American singer (born 1981)

Alexander Max Band (born June 8, 1981) is an American singer and songwriter. He is best known as the vocalist for the Los Angeles-based rock band the Calling. He performed their hit song "Wherever You Will Go," which topped the Adult Top 40 for 23 weeks, making it the second-longest-running number one single in the chart's history. Furthermore, it was later named the number one song of the 2000s decade on the Adult Pop Charts by Billboard.

Along with the band's lead guitarist and fellow songwriter Aaron Kamin, they achieved success with the release of their first two studio albums; Camino Palmero (2001), which sold over 5 million copies worldwide and was certified Gold by Recording Industry Association of America (RIAA), as well as their second album Two (2004), which sold over 1.5 million copies. The former spawned a successful follow-up single, "Adrienne" while the latter spawned the singles "Our Lives" and "Things Will Go My Way."

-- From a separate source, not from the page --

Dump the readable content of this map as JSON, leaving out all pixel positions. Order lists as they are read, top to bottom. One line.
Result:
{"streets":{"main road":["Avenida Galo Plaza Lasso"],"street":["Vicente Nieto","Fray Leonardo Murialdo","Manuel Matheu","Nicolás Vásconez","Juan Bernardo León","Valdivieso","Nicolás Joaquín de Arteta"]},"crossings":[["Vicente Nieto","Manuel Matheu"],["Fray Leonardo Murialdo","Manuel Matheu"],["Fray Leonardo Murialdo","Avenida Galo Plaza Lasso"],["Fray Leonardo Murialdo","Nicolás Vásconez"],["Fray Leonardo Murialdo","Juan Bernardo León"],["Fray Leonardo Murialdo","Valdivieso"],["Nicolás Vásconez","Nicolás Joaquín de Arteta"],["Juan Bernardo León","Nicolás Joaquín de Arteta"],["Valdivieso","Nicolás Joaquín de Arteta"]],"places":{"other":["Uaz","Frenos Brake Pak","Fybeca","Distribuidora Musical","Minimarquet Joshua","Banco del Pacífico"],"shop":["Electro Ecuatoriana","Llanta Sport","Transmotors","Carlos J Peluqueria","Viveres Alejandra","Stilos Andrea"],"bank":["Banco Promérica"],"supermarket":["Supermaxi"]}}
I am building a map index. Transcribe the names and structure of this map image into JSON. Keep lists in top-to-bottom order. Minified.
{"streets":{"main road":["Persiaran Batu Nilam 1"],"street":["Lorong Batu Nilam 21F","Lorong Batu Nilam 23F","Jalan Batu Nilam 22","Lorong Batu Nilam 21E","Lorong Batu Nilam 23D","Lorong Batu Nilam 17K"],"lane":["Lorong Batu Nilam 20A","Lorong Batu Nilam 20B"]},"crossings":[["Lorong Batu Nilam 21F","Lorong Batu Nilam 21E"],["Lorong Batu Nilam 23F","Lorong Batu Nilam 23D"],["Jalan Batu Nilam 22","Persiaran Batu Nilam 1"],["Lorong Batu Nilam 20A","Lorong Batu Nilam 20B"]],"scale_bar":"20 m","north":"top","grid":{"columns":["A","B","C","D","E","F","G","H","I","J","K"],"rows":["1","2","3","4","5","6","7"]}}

As a solo artist, Band is known for his guest performance on Santana's 2003 hit single "Why Don't You & I." In 2008, he formed his own record label AMB Records and released a five-song eponymous extended play (EP). Band later released his debut full-length album, We've All Been There, in June 2010 with "Tonight" as its lead single—which was used as the theme song for the 2010 World Cup. He released his second EP, After the Storm in 2012.

==Early life==
Alex Band was born in Los Angeles, California, into an entertainment family. His mother is Meda Band (née Robertson), and his father, Charles Band, is a horror film director. His grandfather Albert Band was also another well-known director. Band's father is Jewish and his mother is Christian. Both his parents were raised in Italy and they owned a castle in Giove, Umbria. Band explores spiritual themes in several of his songs, though he claims to be of no particular faith himself. Of the song "Please", Band said; "...I grew up with a Jewish father who didn't practice and a Christian mother whose only tie to Jesus was celebrating Christmas. Needless to say I had to find my own religion. And in this song I'm asking God what that should be...what should I believe? In a world so full of different religions and so many people fighting over whose belief is the correct one, it frustrates me to think that they all really boil down to the same thing."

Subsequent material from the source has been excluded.